## What is expected
I would like the number of lines in the data that contain the word "order". Please give that number alone.

--*--

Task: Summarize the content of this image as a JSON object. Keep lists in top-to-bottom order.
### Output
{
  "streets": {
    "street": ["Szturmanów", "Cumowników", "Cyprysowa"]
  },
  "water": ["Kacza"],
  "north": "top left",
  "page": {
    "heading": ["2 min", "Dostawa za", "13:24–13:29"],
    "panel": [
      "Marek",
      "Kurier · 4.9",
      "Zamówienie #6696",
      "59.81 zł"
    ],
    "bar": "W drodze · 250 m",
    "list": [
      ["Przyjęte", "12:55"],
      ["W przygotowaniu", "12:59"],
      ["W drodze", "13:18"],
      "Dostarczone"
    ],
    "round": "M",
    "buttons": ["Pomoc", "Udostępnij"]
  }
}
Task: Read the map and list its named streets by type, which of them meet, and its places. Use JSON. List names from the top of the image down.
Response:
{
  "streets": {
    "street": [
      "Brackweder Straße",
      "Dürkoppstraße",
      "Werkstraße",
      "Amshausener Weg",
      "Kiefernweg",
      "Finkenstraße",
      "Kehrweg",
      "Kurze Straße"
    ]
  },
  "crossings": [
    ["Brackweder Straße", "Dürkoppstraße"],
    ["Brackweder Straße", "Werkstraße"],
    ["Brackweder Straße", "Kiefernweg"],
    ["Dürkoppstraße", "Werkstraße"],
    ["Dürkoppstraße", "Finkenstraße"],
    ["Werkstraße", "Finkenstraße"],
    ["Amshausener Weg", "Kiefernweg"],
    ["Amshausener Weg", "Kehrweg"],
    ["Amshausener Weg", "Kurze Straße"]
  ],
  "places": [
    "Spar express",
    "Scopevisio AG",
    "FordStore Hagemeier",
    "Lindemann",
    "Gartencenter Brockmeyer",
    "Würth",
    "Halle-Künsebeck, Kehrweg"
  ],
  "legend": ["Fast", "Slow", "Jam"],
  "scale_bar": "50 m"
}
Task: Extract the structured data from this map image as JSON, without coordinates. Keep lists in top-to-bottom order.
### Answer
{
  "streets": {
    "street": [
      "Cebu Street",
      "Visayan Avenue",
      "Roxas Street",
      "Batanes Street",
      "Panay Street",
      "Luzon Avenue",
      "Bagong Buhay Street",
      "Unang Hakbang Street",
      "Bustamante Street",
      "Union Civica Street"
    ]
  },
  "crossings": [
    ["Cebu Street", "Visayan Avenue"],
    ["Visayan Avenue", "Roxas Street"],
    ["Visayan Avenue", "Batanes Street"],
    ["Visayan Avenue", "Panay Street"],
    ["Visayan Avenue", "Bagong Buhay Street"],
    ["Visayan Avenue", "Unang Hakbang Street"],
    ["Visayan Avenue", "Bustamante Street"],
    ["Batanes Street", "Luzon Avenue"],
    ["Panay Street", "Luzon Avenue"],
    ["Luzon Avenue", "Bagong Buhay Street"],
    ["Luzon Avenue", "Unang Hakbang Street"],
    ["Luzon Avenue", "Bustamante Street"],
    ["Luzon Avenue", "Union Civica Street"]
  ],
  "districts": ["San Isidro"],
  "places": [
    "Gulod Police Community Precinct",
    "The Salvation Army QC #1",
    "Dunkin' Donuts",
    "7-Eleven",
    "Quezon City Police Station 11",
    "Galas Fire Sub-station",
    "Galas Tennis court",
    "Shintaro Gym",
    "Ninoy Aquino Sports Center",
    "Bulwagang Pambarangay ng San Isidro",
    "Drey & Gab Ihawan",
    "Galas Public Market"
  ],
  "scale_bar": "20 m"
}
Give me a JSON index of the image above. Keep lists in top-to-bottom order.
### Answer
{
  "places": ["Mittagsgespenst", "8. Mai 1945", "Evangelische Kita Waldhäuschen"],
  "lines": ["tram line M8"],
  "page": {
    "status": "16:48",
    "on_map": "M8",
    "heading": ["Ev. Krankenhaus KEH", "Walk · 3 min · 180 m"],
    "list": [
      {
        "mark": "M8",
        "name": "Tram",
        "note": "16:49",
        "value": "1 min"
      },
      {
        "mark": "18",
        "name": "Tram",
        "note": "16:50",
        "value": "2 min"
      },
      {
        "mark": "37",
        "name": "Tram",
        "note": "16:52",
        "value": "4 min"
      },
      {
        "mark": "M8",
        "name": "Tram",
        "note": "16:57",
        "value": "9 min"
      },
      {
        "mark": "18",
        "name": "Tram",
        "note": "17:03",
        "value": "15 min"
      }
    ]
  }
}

--*--

## Exercise output
3